Clinical Implications
The study demonstrates that ADC target expression in NSCLC is highly dependent on both histologic subtype and immune contexture. Furthermore, immune checkpoint inhibitor therapy appears capable of reshaping the ADC target landscape over time.
The compartment-specific effects observed for B7-H4 highlight the importance of spatially resolved biomarker assessment and suggest that identical biomarkers may carry different biological and clinical implications depending on their location within the tumor microenvironment.
Conclusion
This spatial atlas analysis provides new insights into how ADC targets are distributed, co-expressed, and remodeled in immunotherapy-treated NSCLC.

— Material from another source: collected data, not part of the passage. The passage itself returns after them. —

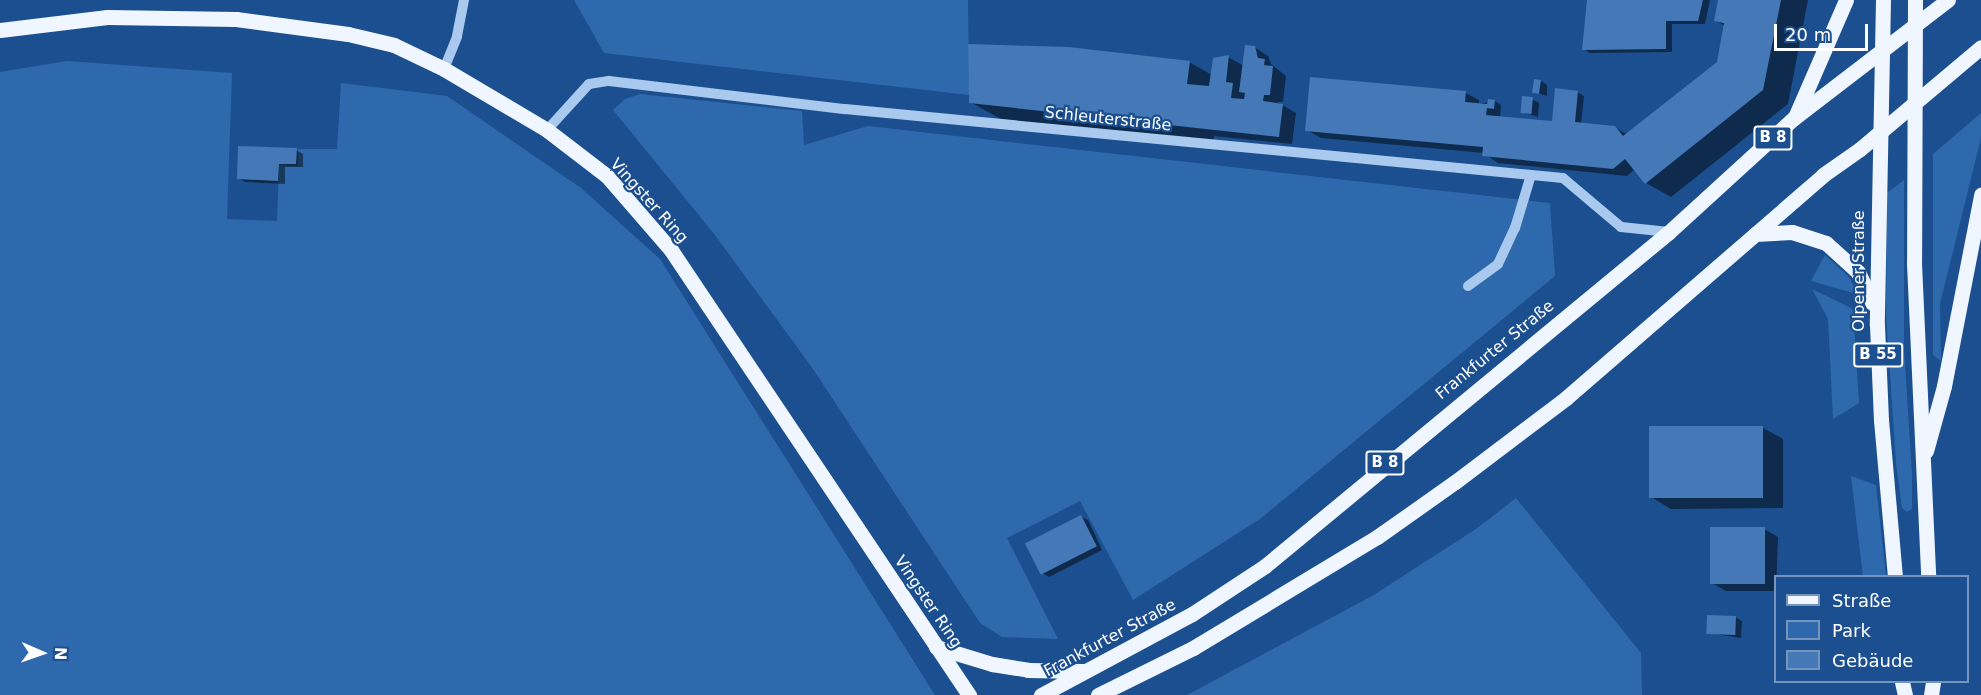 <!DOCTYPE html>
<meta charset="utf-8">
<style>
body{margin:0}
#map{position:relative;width:1981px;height:695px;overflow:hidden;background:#1b4f8f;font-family:"DejaVu Sans",sans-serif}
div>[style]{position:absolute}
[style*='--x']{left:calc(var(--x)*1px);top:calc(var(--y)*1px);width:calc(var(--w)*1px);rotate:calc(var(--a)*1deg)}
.green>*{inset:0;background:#2e69ad}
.shadow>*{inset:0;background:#0007}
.building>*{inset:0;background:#4478b7;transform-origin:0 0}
.minor>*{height:10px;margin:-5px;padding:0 5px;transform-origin:5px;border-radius:5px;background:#a9c9ee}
.major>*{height:15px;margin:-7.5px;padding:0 7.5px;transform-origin:7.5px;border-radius:7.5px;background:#f0f6ff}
span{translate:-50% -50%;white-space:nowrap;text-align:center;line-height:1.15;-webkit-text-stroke:4.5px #1b4f8f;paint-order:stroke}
.shield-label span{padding:2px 4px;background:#1b4f8f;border:2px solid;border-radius:4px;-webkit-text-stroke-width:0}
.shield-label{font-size:15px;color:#fff;font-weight:700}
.street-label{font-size:16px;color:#fff}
.legend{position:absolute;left:1774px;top:575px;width:195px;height:108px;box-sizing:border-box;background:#1b4f8f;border:2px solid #7695bc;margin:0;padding:8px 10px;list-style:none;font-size:18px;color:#fff}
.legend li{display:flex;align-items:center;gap:12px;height:30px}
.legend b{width:30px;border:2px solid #7695bc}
.north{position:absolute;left:12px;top:623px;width:60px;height:60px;-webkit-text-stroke:4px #1b4f8f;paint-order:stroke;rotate:92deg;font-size:16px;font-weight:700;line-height:24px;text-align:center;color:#fff}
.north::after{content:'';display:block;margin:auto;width:21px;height:27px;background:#fff;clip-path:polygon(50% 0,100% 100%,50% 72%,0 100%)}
.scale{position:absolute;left:1774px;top:24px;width:94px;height:27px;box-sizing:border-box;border:3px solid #fff;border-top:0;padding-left:8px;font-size:18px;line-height:21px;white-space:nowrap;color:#fff;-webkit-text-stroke:4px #1b4f8f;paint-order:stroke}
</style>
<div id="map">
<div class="green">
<i style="clip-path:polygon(574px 0,968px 0,969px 95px,604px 53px)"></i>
<i style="clip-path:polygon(67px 61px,232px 73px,227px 219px,277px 221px,279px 165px,298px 166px,298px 149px,337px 149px,341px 83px,447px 96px,581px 188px,660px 259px,935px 695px,0 695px,0 72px)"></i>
<i style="clip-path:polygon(640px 94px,802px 111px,804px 145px,868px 126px,1550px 203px,1555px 276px,1260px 519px,1133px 600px,1080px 501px,1007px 538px,1058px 639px,1002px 637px,980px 623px,813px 369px,715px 235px,613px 110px,625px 99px)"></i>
<i style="clip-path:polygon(1981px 113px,1981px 138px,1940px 304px,1941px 361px,1933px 355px,1933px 154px)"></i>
<i style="clip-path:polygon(1904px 180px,1904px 349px,1912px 474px,1912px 509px,1907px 512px,1902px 508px,1896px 463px,1886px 315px,1887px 193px)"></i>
<i style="clip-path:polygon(1825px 255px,1848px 276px,1854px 286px,1853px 293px,1811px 281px)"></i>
<i style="clip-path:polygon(1812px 289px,1853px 309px,1859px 403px,1833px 419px,1828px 319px)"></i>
<i style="clip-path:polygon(1851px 476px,1876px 485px,1886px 576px,1863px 576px)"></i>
<i style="clip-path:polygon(1516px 498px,1641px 653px,1642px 695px,1187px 695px,1372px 596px,1476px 529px)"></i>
</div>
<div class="shadow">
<i style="clip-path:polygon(1588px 0,1710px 0,1705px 24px,1672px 24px,1672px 52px,1590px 53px,1584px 49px)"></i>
<i style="clip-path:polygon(1719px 0,1808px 0,1788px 104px,1671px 197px,1646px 183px,1635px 169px,1627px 176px,1498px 163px,1484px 153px,1321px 138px,1307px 130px,1466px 93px,1479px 100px,1479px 104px,1495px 101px,1501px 105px,1500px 118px,1553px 122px,1577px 92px,1584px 96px,1581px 124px,1614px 127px,1628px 135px,1718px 62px,1725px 26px,1715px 20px)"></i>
<i style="clip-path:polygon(1254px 47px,1268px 56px,1271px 64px,1286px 76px,1283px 102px,1277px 102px,1296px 113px,1292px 144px,1214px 136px,1213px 143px,1001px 119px,970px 102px,1189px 62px,1212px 75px,1228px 57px,1244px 66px)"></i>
<i style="clip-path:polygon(1541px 81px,1547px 85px,1547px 96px,1535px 92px)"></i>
<i style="clip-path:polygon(1532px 99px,1539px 103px,1538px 117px,1522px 112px)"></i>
<i style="clip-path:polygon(296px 150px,303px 154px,303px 167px,285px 167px,285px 184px,245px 182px,239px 178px)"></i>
<i style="clip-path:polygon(1763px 428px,1783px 439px,1783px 508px,1671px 509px,1651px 497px)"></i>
<i style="clip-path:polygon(1081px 517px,1088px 520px,1102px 550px,1049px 577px,1042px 573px)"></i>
<i style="clip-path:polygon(1764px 529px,1778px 537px,1776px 591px,1726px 591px,1712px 583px)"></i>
<i style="clip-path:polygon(1735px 617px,1742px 621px,1741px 638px,1708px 633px)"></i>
</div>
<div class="building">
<i style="clip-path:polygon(1587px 0,1703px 0,1698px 21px,1666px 21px,1666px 49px,1582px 50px)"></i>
<i style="clip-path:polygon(1718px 0,1781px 0,1763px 90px,1645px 184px,1625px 159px,1613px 169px,1482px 156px,1483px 147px,1305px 131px,1310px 77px,1466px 91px,1465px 102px,1487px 104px,1488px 99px,1495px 100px,1494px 109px,1487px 108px,1486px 115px,1552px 121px,1555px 88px,1578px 91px,1575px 122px,1615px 126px,1623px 136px,1717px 62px,1724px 23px,1714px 21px)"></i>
<i style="clip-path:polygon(968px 44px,1069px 47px,1190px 61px,1187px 84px,1209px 86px,1213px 58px,1229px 55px,1226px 82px,1233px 83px,1231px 98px,1244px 99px,1245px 93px,1239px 92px,1245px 45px,1255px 46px,1258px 58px,1265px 59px,1264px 65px,1273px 66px,1270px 95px,1264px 95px,1263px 101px,1283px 104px,1279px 137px,969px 103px)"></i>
<i style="left:1534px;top:79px;width:7px;height:14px;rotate:8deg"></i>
<i style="left:1522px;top:96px;width:11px;height:17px;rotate:5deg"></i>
<i style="clip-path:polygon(238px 146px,297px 148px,296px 164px,279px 164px,278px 181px,237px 179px)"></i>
<i style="left:1649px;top:426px;width:114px;height:72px"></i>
<i style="left:1081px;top:515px;width:35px;height:63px;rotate:63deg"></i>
<i style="left:1765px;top:527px;width:57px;height:55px;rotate:90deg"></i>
<i style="left:1707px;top:615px;width:29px;height:19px;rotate:2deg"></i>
</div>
<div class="minor">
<i style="--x:444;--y:69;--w:35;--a:-68"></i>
<i style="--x:457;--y:36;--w:37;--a:-79"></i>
<i style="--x:547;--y:130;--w:62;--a:-47.6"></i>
<i style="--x:589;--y:84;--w:20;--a:-9"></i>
<i style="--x:609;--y:81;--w:238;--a:6.8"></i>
<i style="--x:845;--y:109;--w:721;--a:5.49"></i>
<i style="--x:1563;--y:178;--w:76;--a:40.2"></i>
<i style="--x:1621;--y:227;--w:48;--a:5.9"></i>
<i style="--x:1468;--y:286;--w:37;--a:-36"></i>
<i style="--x:1498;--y:264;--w:40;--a:-65"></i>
<i style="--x:1515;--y:228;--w:55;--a:-73.2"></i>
</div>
<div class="major">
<i style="--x:1883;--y:0;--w:325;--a:91.1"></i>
<i style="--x:1877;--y:325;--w:95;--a:87.6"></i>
<i style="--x:1881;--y:420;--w:157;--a:84.9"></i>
<i style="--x:1915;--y:0;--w:263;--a:90.2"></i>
<i style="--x:1914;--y:263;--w:313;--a:87.4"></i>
<i style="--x:0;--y:30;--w:108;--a:-6.9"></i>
<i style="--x:107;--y:17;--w:129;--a:0.9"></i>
<i style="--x:236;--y:19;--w:113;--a:7.6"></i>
<i style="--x:348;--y:34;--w:47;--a:13.4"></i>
<i style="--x:394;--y:45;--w:55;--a:25.6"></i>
<i style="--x:444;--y:69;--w:120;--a:30.6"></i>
<i style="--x:547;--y:130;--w:76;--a:37.5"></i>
<i style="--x:607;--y:176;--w:98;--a:49.1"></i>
<i style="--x:671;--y:250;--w:536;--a:56.19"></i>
<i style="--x:1796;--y:115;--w:125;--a:-66.5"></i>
<i style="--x:1755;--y:234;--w:37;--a:-3"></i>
<i style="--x:1792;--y:232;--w:36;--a:18"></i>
<i style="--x:1826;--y:243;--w:43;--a:42.2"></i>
<i style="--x:1858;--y:272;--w:35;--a:65"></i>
<i style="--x:1926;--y:451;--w:67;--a:-74.5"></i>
<i style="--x:1944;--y:386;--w:195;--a:-79"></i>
<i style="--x:936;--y:647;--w:59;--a:16.9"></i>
<i style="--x:992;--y:664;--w:36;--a:9"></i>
<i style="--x:1028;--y:670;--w:54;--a:1.1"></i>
<i style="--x:1902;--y:682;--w:13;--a:77"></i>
<i style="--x:1041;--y:695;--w:171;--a:-28.2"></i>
<i style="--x:1192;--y:614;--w:87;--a:-33.3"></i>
<i style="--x:1265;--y:566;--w:524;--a:-39.58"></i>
<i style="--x:1669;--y:232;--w:169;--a:-42.4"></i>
<i style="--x:1794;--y:118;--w:194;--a:-37.5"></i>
<i style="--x:1098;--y:695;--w:106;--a:-26.3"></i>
<i style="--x:1193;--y:648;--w:215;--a:-31.1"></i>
<i style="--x:1377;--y:537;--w:95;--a:-35.2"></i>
<i style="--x:1455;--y:482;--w:139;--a:-37.1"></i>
<i style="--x:1566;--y:398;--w:340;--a:-40.9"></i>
<i style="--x:1823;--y:175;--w:45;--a:-35.1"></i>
<i style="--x:1860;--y:149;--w:158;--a:-40.1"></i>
<i style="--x:1931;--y:695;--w:13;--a:-81"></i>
</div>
<div class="shield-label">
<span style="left:1773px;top:138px">B 8</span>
<span style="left:1878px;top:355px">B 55</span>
<span style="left:1385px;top:463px">B 8</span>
</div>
<div class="street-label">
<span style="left:1108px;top:119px;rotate:6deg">Schleuterstraße</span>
<span style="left:649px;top:201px;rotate:48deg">Vingster Ring</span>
<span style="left:1859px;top:271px;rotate:-90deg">Olpener Straße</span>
<span style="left:1495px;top:350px;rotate:-39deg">Frankfurter Straße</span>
<span style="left:928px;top:602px;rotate:56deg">Vingster Ring</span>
<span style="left:1110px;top:638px;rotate:-28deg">Frankfurter Straße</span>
</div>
<ul class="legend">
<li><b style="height:8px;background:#f0f6ff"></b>Straße</li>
<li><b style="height:16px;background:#2e69ad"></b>Park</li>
<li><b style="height:16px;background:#4478b7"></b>Gebäude</li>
</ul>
<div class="north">N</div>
<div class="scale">20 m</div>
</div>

The findings reveal strong links between ADC target expression and the immune microenvironment, identify distinct histology-specific co-expression patterns, and demonstrate that B7-H4 carries opposite prognostic significance depending on its spatial compartment.
These results support the development of spatially informed biomarker strategies and may help guide future ADC and ADC-immunotherapy combination approaches in precision NSCLC treatment.